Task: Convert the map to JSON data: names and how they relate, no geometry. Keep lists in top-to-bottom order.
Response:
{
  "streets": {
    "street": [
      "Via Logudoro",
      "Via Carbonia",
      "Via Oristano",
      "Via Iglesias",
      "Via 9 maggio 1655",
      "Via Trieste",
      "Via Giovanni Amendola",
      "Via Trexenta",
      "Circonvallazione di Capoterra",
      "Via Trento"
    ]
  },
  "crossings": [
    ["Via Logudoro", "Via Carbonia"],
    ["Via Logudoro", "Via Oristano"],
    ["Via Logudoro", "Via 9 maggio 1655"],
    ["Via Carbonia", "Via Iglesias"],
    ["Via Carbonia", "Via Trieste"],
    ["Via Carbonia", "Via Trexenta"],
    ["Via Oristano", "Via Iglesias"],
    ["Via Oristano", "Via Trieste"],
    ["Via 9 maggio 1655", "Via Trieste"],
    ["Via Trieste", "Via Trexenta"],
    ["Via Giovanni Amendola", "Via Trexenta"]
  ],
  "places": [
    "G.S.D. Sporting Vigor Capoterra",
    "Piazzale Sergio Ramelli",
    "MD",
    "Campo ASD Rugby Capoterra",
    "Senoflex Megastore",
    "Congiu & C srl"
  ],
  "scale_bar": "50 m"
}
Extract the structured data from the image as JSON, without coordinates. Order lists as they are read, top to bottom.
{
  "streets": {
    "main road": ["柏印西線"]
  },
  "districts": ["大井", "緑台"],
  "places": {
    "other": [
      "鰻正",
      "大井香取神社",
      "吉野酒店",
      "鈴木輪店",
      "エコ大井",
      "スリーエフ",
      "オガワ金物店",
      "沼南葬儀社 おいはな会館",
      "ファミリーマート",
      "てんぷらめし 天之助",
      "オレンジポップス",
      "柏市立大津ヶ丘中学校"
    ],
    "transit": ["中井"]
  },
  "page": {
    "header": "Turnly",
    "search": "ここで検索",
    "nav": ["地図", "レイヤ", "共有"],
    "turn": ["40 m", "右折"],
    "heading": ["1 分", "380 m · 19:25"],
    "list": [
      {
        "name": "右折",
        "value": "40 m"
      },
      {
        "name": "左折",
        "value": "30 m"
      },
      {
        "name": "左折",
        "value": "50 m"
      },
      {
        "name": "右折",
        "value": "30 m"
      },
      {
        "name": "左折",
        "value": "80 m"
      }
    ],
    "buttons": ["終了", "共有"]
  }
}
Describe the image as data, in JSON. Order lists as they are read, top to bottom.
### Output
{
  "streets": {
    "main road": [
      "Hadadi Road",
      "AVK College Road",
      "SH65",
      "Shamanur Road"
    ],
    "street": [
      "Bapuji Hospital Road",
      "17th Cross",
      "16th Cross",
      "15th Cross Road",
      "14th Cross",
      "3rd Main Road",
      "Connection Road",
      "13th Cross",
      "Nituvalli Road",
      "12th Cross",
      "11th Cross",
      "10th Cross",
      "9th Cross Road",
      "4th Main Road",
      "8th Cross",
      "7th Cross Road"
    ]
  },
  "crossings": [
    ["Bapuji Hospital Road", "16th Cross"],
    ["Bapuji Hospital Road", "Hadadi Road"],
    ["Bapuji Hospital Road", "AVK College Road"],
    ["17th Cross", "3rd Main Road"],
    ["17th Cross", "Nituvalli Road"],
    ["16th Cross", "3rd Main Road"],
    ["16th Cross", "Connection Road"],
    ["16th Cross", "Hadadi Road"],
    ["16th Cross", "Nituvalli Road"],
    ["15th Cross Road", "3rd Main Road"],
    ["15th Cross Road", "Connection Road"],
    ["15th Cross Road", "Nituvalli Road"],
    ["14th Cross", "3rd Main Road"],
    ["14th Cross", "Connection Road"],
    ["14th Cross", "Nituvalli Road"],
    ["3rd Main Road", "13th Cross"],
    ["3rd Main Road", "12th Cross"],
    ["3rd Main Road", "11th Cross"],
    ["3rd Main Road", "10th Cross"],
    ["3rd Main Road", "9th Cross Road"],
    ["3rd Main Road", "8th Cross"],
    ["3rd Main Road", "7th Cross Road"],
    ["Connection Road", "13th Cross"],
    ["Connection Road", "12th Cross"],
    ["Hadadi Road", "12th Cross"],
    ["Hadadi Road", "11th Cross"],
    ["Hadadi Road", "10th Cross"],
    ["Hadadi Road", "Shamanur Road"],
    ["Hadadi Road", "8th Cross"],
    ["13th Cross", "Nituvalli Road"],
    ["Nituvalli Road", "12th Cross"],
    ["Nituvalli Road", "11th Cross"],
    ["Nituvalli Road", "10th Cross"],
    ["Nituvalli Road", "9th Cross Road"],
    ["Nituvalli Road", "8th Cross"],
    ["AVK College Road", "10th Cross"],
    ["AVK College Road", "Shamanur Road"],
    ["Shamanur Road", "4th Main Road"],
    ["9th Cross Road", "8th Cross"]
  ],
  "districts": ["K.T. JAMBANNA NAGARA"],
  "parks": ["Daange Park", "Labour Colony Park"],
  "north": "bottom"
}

────────────────────

Work task: All that is wanted is an exact copy of the lines above from the one with "Extract the structured" through the one with "Describe the image", with both ends included.

Output:
Extract the structured data from the image as JSON, without coordinates. Order lists as they are read, top to bottom.
{
  "streets": {
    "main road": ["柏印西線"]
  },
  "districts": ["大井", "緑台"],
  "places": {
    "other": [
      "鰻正",
      "大井香取神社",
      "吉野酒店",
      "鈴木輪店",
      "エコ大井",
      "スリーエフ",
      "オガワ金物店",
      "沼南葬儀社 おいはな会館",
      "ファミリーマート",
      "てんぷらめし 天之助",
      "オレンジポップス",
      "柏市立大津ヶ丘中学校"
    ],
    "transit": ["中井"]
  },
  "page": {
    "header": "Turnly",
    "search": "ここで検索",
    "nav": ["地図", "レイヤ", "共有"],
    "turn": ["40 m", "右折"],
    "heading": ["1 分", "380 m · 19:25"],
    "list": [
      {
        "name": "右折",
        "value": "40 m"
      },
      {
        "name": "左折",
        "value": "30 m"
      },
      {
        "name": "左折",
        "value": "50 m"
      },
      {
        "name": "右折",
        "value": "30 m"
      },
      {
        "name": "左折",
        "value": "80 m"
      }
    ],
    "buttons": ["終了", "共有"]
  }
}
Describe the image as data, in JSON. Order lists as they are read, top to bottom.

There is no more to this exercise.